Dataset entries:
%%

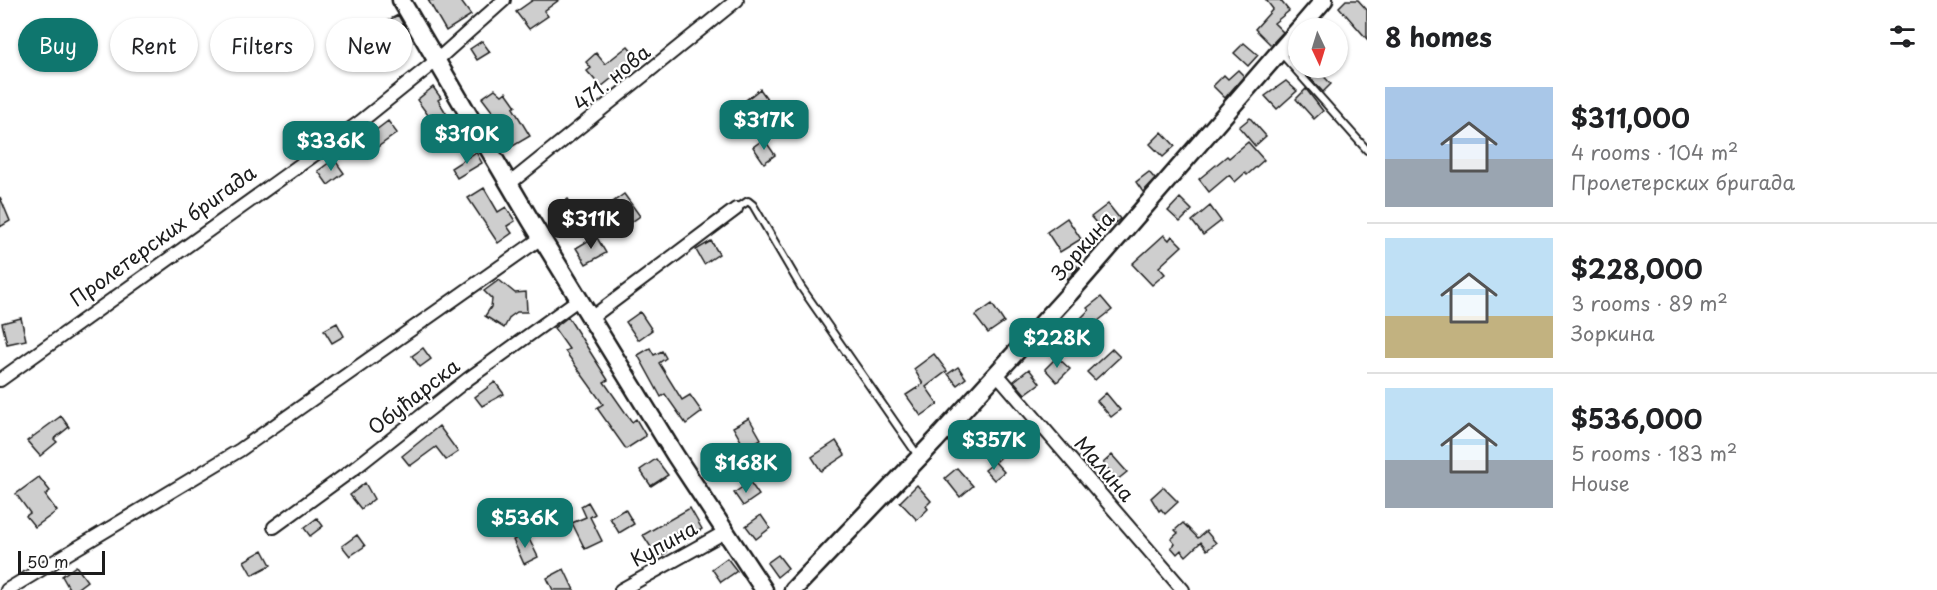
<!DOCTYPE html>
<meta charset="utf-8">
<style>
body{margin:0;font-family:"Playpen Sans",sans-serif;background:#f6f6f6;color:#202124;height:100vh;display:flex;flex-direction:column;font-size:22px;white-space:nowrap}
*{box-sizing:border-box;margin:0}
p{font-size:20px;color:#757577}
.icon{flex:none;width:33px;height:33px;fill:none;stroke:currentColor;stroke-width:2;stroke-linecap:round;stroke-linejoin:round}
.map{position:relative;flex:1;overflow:hidden}
.details{display:flex;flex-direction:column;background:#fff;width:570px}
.details>*{flex:none}
.guide{position:absolute;left:18px;top:18px;width:570px;height:54px;display:flex;gap:12px}
.needle{width:39px;rotate:176deg}
.fabs{position:absolute;left:1288px;top:18px;display:grid;gap:12px}
.fabs a{display:grid;place-items:center;width:60px;height:60px;border-radius:50%;background:#fff;box-shadow:0 2px 4px #0004;font-size:30px}
.scale{position:absolute;left:18px;bottom:15px;width:87px;box-sizing:border-box;padding-left:6px;border:3px solid #1c1c1c;border-top:0;font-size:16px;line-height:21px;white-space:nowrap;color:#1c1c1c;-webkit-text-stroke:4px #fff;paint-order:stroke}
.price{position:absolute;translate:-50% -51px;padding:0 14px;border-radius:12px;background:#0f766e;color:#fff;font-size:20px;line-height:39px;filter:drop-shadow(0 2px 3px #0008)}
.price::after{content:'';position:absolute;left:50%;top:36px;width:18px;height:14px;margin-left:-9px;background:inherit;clip-path:polygon(0 0,100% 0,50% 100%)}
.price.selected{background:#222;color:#fff}
ul{padding:0;list-style:none}
li{display:flex;align-items:center;gap:18px;height:150px;padding:0 18px}
li+li{border-top:2px solid #e0e0e0}
li span{display:grid;place-items:center;flex:none;width:168px;height:120px;border-radius:0px;color:#555}
li>.icon{margin-inline-start:auto}
span .icon{width:72px;height:72px;fill:#fffc;stroke-width:1}
li b{font-size:26px}
h2{display:flex;justify-content:space-between;align-items:center;height:72px;padding:0 18px;font-size:26px}
.pill{padding:0 21px;border-radius:27px;background:#fff;box-shadow:0 2px 4px #0004;font-size:21px;line-height:54px}
.pill.selected{background:#0f766e;color:#fff}
main{display:flex;flex:1;min-height:0}
.map>svg:first-child{display:block}
.building{fill:#cecece;stroke:#1c1c1c;stroke-width:1.5}
.lines{fill:none;stroke-linecap:round;stroke-linejoin:round}
.lane-casing{stroke:#1c1c1c;stroke-width:10}
.street-casing{stroke:#1c1c1c;stroke-width:16}
.secondary-casing{stroke:#1c1c1c;stroke-width:21}
.lane{stroke:#fff;stroke-width:6}
.street{stroke:#fff;stroke-width:12}
.secondary{stroke:#fff;stroke-width:16}
.labels{text-anchor:middle;stroke-width:4.5;stroke-linejoin:round;paint-order:stroke}
.street-label{font-size:20px;fill:#1c1c1c;stroke:#fff}
</style>
<main>
<div class="map">
<svg width="1367" height="590" viewBox="0 0 1367 590">
<rect width="100%" height="100%" fill="#fff"/>
<filter id="ink" filterUnits="userSpaceOnUse"><feTurbulence type="fractalNoise" baseFrequency=".0167" numOctaves="2"/><feDisplacementMap in="SourceGraphic" scale="12" xChannelSelector="R" yChannelSelector="G"/><feConvolveMatrix kernelMatrix="1 2 1 2 8 2 1 2 1" color-interpolation-filters="sRGB"/></filter>
<g filter="url(#ink)">
<path class="building" d="M428,0h32l11,15 -25,16z
M533,0h26l-15,11 4,5 -19,13 -13,-17z
M1266,0h14l9,11 -15,12 9,9 -12,13 -16,-16 18,-20z
M1346,0h12l9,10v29l-28,-32z
M398,15l11,20 -12,7 -12,-20z
M482,41l8,11 -13,8 -7,-11z
M1244,43l14,12 -10,11 -14,-13z
M628,46l13,15 -16,12 -3,-3 -21,17 -14,-16 4,-3 -5,-6 10,-9 9,11z
M1301,68h15l15,16 -8,8z
M1238,70l6,6 -19,22 -12,-12 11,-11 4,4z
M1286,81l11,10 -20,18 -12,-13z
M433,87l8,11 -3,2 11,18 -13,8 -19,-26z
M495,89l7,6 4,-3 10,14 -3,2 17,28 -17,10 -15,-27 -16,-21z
M760,89l8,11 -14,11 -8,-11z
M1306,89l17,22 -9,8 -18,-20z
M1250,118l16,18 -11,10 -16,-19z
M388,121l9,12 -22,16 -8,-12z
M1162,132l13,14 -12,11 -13,-13z
M764,139l11,16 -11,8 -11,-16z
M1248,142l16,18 -17,15 -2,-2 -10,9 -6,-7 -20,17 -10,-13 28,-23 2,2z
M476,152l6,11 -25,15 -6,-10z
M334,159l10,14 -16,12 -10,-14z
M1149,172l6,7 -12,13 -7,-10z
M484,188l14,24 8,-5 9,14 -8,5 5,7 -14,10 -30,-45z
M624,194l16,22 -25,18 -16,-22z
M0,197l10,24 -10,6z
M1180,198l12,12 -12,12 -12,-11z
M568,199l6,9 -15,10 -6,-9z
M1108,204l12,15 -16,13 -13,-15z
M1210,206l11,15 -18,14 -11,-14z
M1067,218l14,21 -21,13 -13,-20z
M1164,235l5,5 3,-4 10,10 -23,21 6,7 -13,11 -20,-21z
M596,236l10,17 -20,11 -10,-16z
M711,241l8,13 -15,10 -8,-14z
M1071,260l7,7 -10,12 -8,-9z
M499,280l16,13 11,-1 1,20h-10l-7,5 -6,11 -19,-12 6,-9 1,-8 -8,-8z
M1101,297l11,13 -23,18 3,3 -19,19 -12,-12 28,-28 -2,-2z
M992,304l12,18 -16,11 -13,-17z
M640,312l12,18 -14,10 -12,-18z
M568,317l40,63 -4,2 28,40 4,-3 10,17 -20,13 -29,-41 6,-4 -38,-53 4,-2 -15,-21z
M21,318l5,22 -19,4 -5,-21z
M337,323l7,13 -12,7 -8,-13z
M423,348l8,11 -11,8 -8,-11z
M650,348l4,7 8,-4 4,7 -7,5 23,37 8,-5 12,17 -16,12 -21,-30 -4,3 -23,-42z
M1112,349l8,8 -25,23 -8,-8z
M934,354l13,17 -21,16 12,17 -17,12 -15,-21 17,-11 -9,-15z
M1057,357l13,12 -13,13 -12,-13z
M958,367l8,11 -9,7 -9,-11z
M1029,369l11,14 -15,11 -11,-13z
M495,382l9,12 -22,12 -7,-9z
M1106,393l14,17 -9,7 -14,-16z
M61,416l8,11 -15,12 3,3 -17,14 -13,-15z
M749,418l12,21 -16,9 -12,-21z
M998,422l19,19 -20,20 -19,-18 8,-8 -4,-4 6,-7 4,4z
M439,426l19,26 -12,8 -10,-13 -26,19 -8,-10z
M836,441l9,14 -24,16 -9,-14z
M1112,455l15,17 -10,8 -14,-17z
M656,459l12,16 -17,11 -11,-16z
M995,462l9,10 -10,8 -9,-10z
M957,468l16,18 -13,11 -15,-19z
M39,477l11,14 -5,4 12,16 -22,16 -9,-11 4,-3 -14,-19z
M750,482l9,13 -16,11 -9,-13z
M365,483l9,16 -13,10 -11,-14z
M917,485l14,16 -5,5 2,3 -11,11 -17,-18z
M1163,487l15,15 -13,12 -4,-5 -2,2 -8,-13z
M588,502l7,12 -5,3 12,24 -17,8 -13,-26 14,-6 -5,-11z
M690,508l12,21 -17,11 -5,-9 -19,12 6,9 -9,6 -15,-23z
M625,509l9,15 -15,9 -9,-15z
M761,515l9,13 -14,11 -10,-13z
M317,518l6,8 -13,10 -6,-8z
M1183,523l15,15 8,-7 10,12 -9,7 -6,-8 -15,14 -5,-6 -4,4 -6,-7 4,-3 -4,-5 7,-6 -3,-3z
M526,533l12,24 -14,7 -11,-24z
M357,535l8,11 -15,10 -8,-10z
M263,550l8,15 -19,10 -8,-14z
M778,555l10,13 -11,9 -10,-14z
M727,558l10,13 -16,11 -9,-13z
M76,566l11,15 -12,9h-5l-8,-14z
M564,569l10,21h-21l-6,-12z"/>
<g class="lines">
<g class="lane-casing">
<path id="lane" d="M1280,52l87,98
M736,209l12,-8 5,4 48,82 118,170"/>
</g>
<g class="street-casing">
<path id="street" d="M509,184l228,-184
M591,318l145,-109
M997,374l186,216
M0,380l360,-258 77,-62 67,-60
M274,527l81,-59 113,-89 111,-80
M7,590l233,-140 301,-212
M621,590l104,-58"/>
</g>
<g class="secondary-casing">
<path id="secondary" d="M401,0l130,221 144,234 89,135
M1300,28l24,-28
M793,590l142,-149 134,-147 230,-265"/>
</g>
<use href="#lane" class="lane"/>
<use href="#street" class="street"/>
<use href="#secondary" class="secondary"/>
</g>
</g>
<g class="labels">
<g class="street-label">
<text transform="translate(612 78) rotate(-39)" y="7">471. нова</text>
<text transform="translate(163 236) rotate(-36)" y="7">Пролетерских бригада</text>
<text transform="translate(1083 246) rotate(-49)" y="7">Зоркина</text>
<text transform="translate(414 397) rotate(-38)" y="7">Обућарска</text>
<text transform="translate(1104 469) rotate(49)" y="7">Малина</text>
<text transform="translate(664 544) rotate(-29)" y="7">Купина</text>
</g>
</g>
</svg>
<div class="fabs">
<a><svg class="needle" viewBox="-14 -14 28 28"><path d="M0-13l5 13h-10z" fill="#e53935"/><path d="M0 13l5-13h-10z" fill="#757577"/></svg></a>
</div>
<div class="scale">50 m</div>
<b class="price" style="left:764px;top:151px">$317K</b>
<b class="price" style="left:467px;top:165px">$310K</b>
<b class="price" style="left:331px;top:172px">$336K</b>
<b class="price selected" style="left:591px;top:250px">$311K</b>
<b class="price" style="left:1057px;top:369px">$228K</b>
<b class="price" style="left:994px;top:471px">$357K</b>
<b class="price" style="left:746px;top:494px">$168K</b>
<b class="price" style="left:525px;top:549px">$536K</b>
<div class="guide">
<a class="pill selected">Buy</a>
<a class="pill">Rent</a>
<a class="pill">Filters</a>
<a class="pill">New</a>
</div>
</div>
<section class="details">
<h2>8 homes<svg class="icon" aria-label="filters" viewBox="0 0 24 24"><path d="M4 7h16M4 17h16"/><circle cx="9" cy="7" r="2"/><circle cx="15" cy="17" r="2"/></svg></h2>
<ul>
<li><span style="background:linear-gradient(#a9c7e8 60%,#9aa5b1 0)"><svg class="icon" aria-label="home" viewBox="0 0 24 24"><path d="M3 11l9-7 9 7M6 9v11h12V9"/></svg></span><div><b>$311,000</b><p>4 rooms · 104 m²</p><p>Пролетерских бригада</p></div></li>
<li><span style="background:linear-gradient(#bfe0f5 65%,#c2b280 0)"><svg class="icon" aria-label="home" viewBox="0 0 24 24"><path d="M3 11l9-7 9 7M6 9v11h12V9"/></svg></span><div><b>$228,000</b><p>3 rooms · 89 m²</p><p>Зоркина</p></div></li>
<li><span style="background:linear-gradient(#bfe0f5 60%,#9aa5b1 0)"><svg class="icon" aria-label="home" viewBox="0 0 24 24"><path d="M3 11l9-7 9 7M6 9v11h12V9"/></svg></span><div><b>$536,000</b><p>5 rooms · 183 m²</p><p>House</p></div></li>
</ul>
</section>
</main>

%%

# Task to complete
Identify all lines in the records above with the word "border".

# Result of the exercise
*{box-sizing:border-box;margin:0}
.fabs a{display:grid;place-items:center;width:60px;height:60px;border-radius:50%;background:#fff;box-shadow:0 2px 4px #0004;font-size:30px}
.scale{position:absolute;left:18px;bottom:15px;width:87px;box-sizing:border-box;padding-left:6px;border:3px solid #1c1c1c;border-top:0;font-size:16px;line-height:21px;white-space:nowrap;color:#1c1c1c;-webkit-text-stroke:4px #fff;paint-order:stroke}
.price{position:absolute;translate:-50% -51px;padding:0 14px;border-radius:12px;background:#0f766e;color:#fff;font-size:20px;line-height:39px;filter:drop-shadow(0 2px 3px #0008)}
li+li{border-top:2px solid #e0e0e0}
li span{display:grid;place-items:center;flex:none;width:168px;height:120px;border-radius:0px;color:#555}
.pill{padding:0 21px;border-radius:27px;background:#fff;box-shadow:0 2px 4px #0004;font-size:21px;line-height:54px}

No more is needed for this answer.